The records below are to be reproduced exactly, and no picture should appear in the copy.
─── MATERIAL TO PROCESS
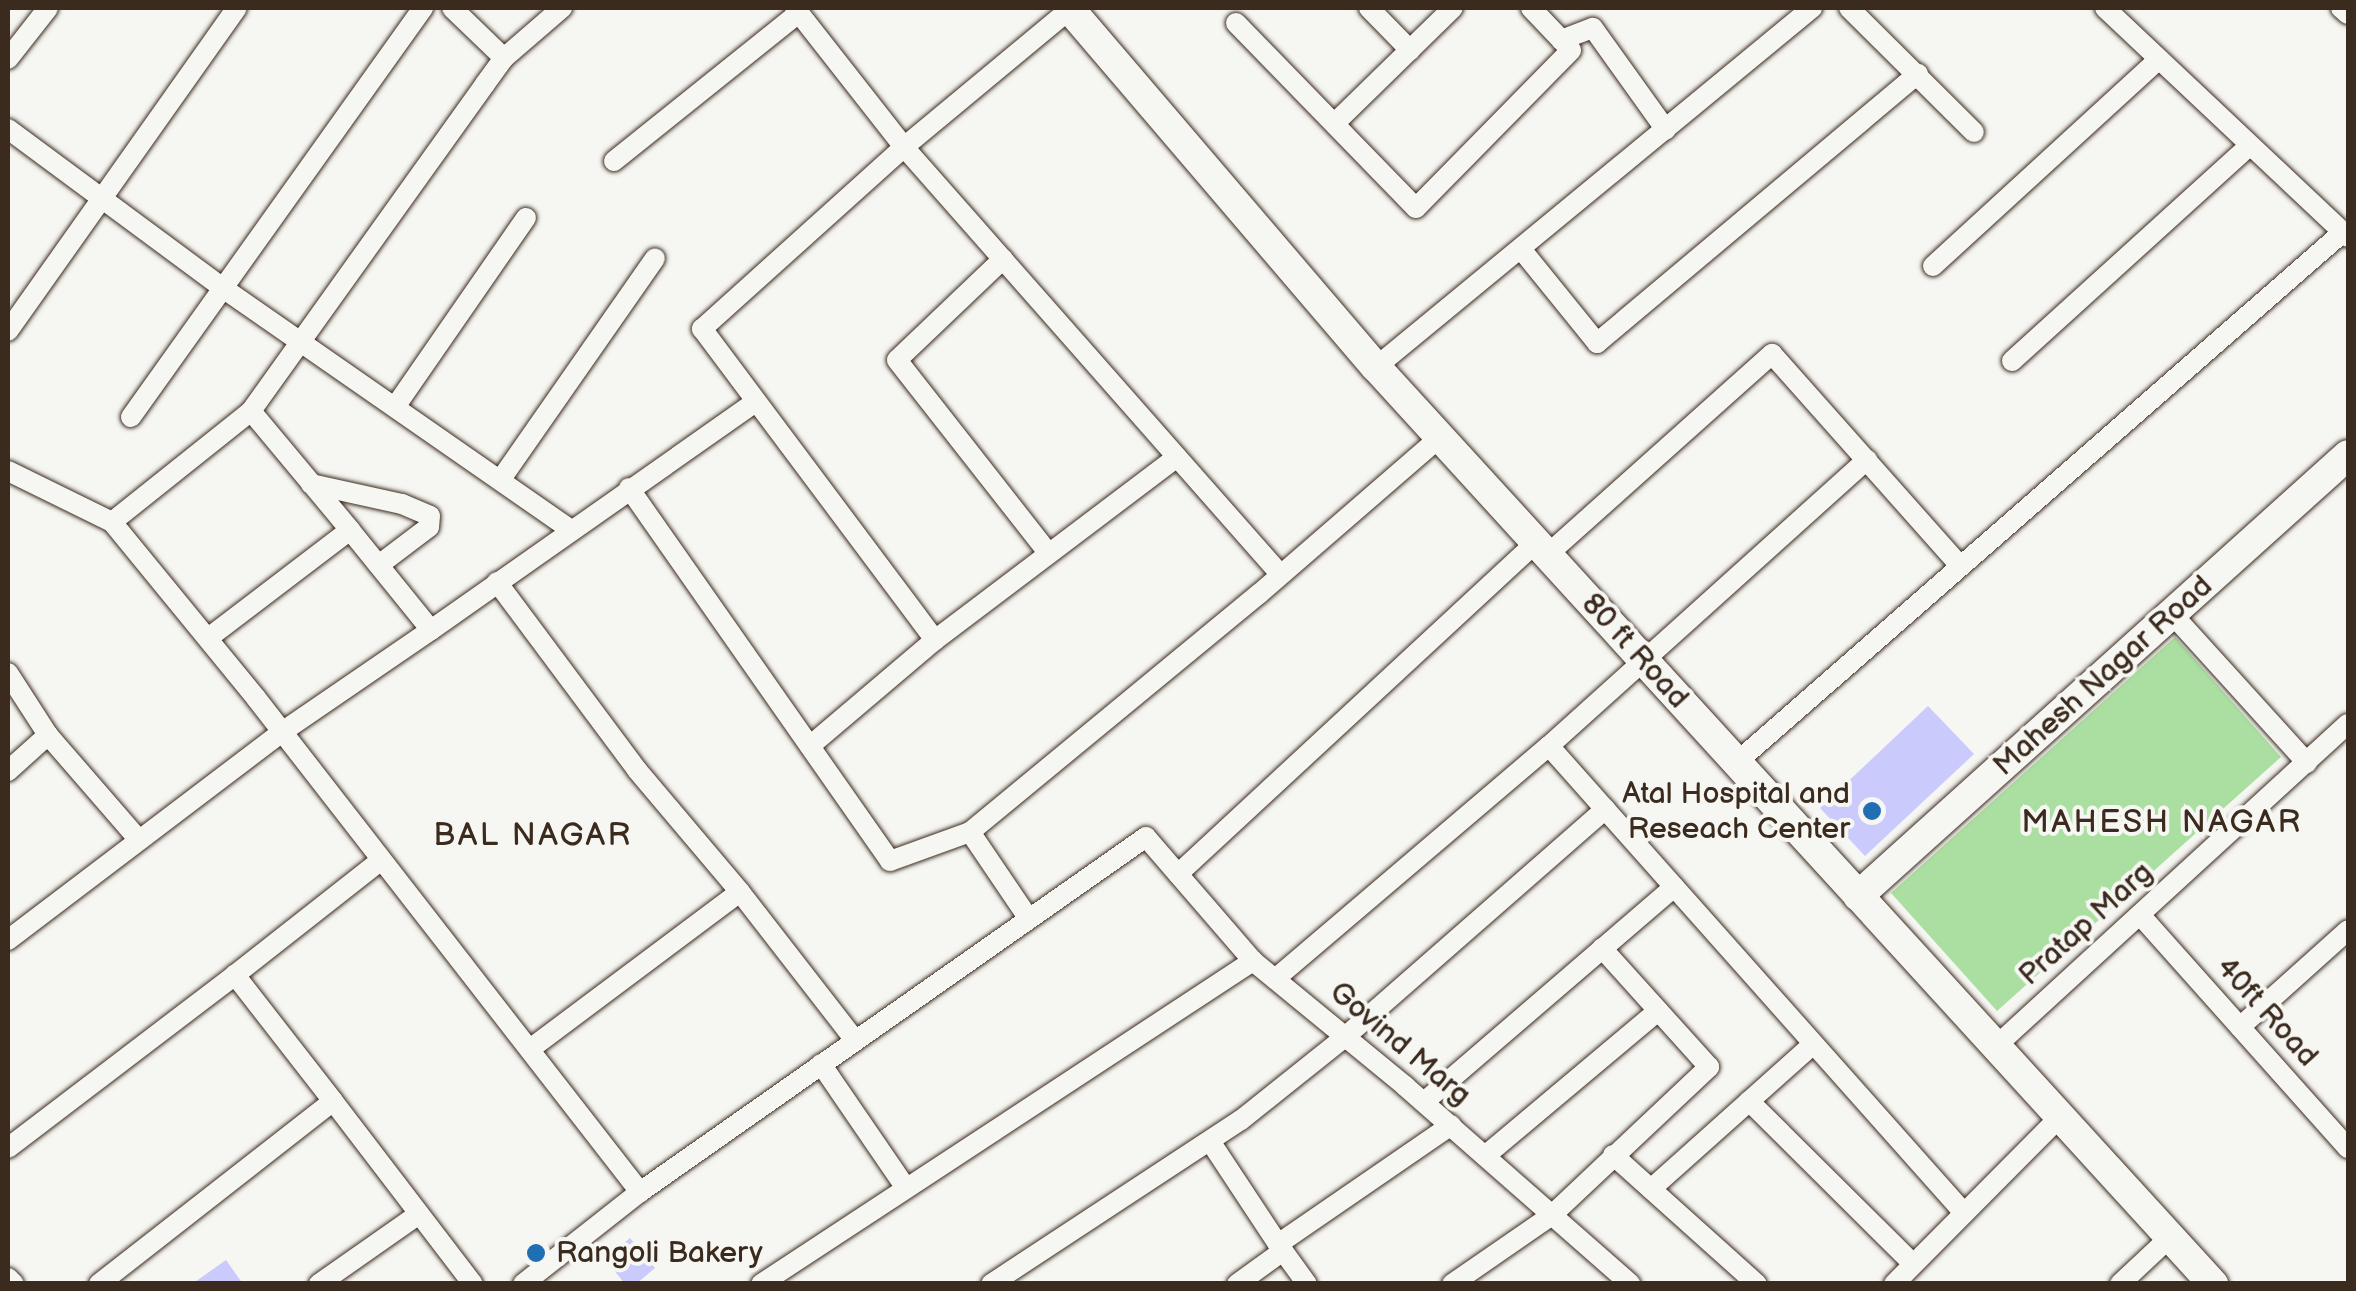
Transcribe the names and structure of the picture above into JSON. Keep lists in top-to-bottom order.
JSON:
{
  "streets": {
    "street": [
      "80 ft Road",
      "Mahesh Nagar Road",
      "Pratap Marg",
      "40ft Road",
      "Govind Marg"
    ]
  },
  "crossings": [
    ["80 ft Road", "Mahesh Nagar Road"],
    ["80 ft Road", "Pratap Marg"],
    ["Pratap Marg", "40ft Road"]
  ],
  "districts": ["MAHESH NAGAR", "BAL NAGAR"],
  "places": ["Atal Hospital and Reseach Center", "Rangoli Bakery"]
}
──────
## THE COMPLETED TASK
Transcribe the names and structure of the picture above into JSON. Keep lists in top-to-bottom order.
JSON:
{
  "streets": {
    "street": [
      "80 ft Road",
      "Mahesh Nagar Road",
      "Pratap Marg",
      "40ft Road",
      "Govind Marg"
    ]
  },
  "crossings": [
    ["80 ft Road", "Mahesh Nagar Road"],
    ["80 ft Road", "Pratap Marg"],
    ["Pratap Marg", "40ft Road"]
  ],
  "districts": ["MAHESH NAGAR", "BAL NAGAR"],
  "places": ["Atal Hospital and Reseach Center", "Rangoli Bakery"]
}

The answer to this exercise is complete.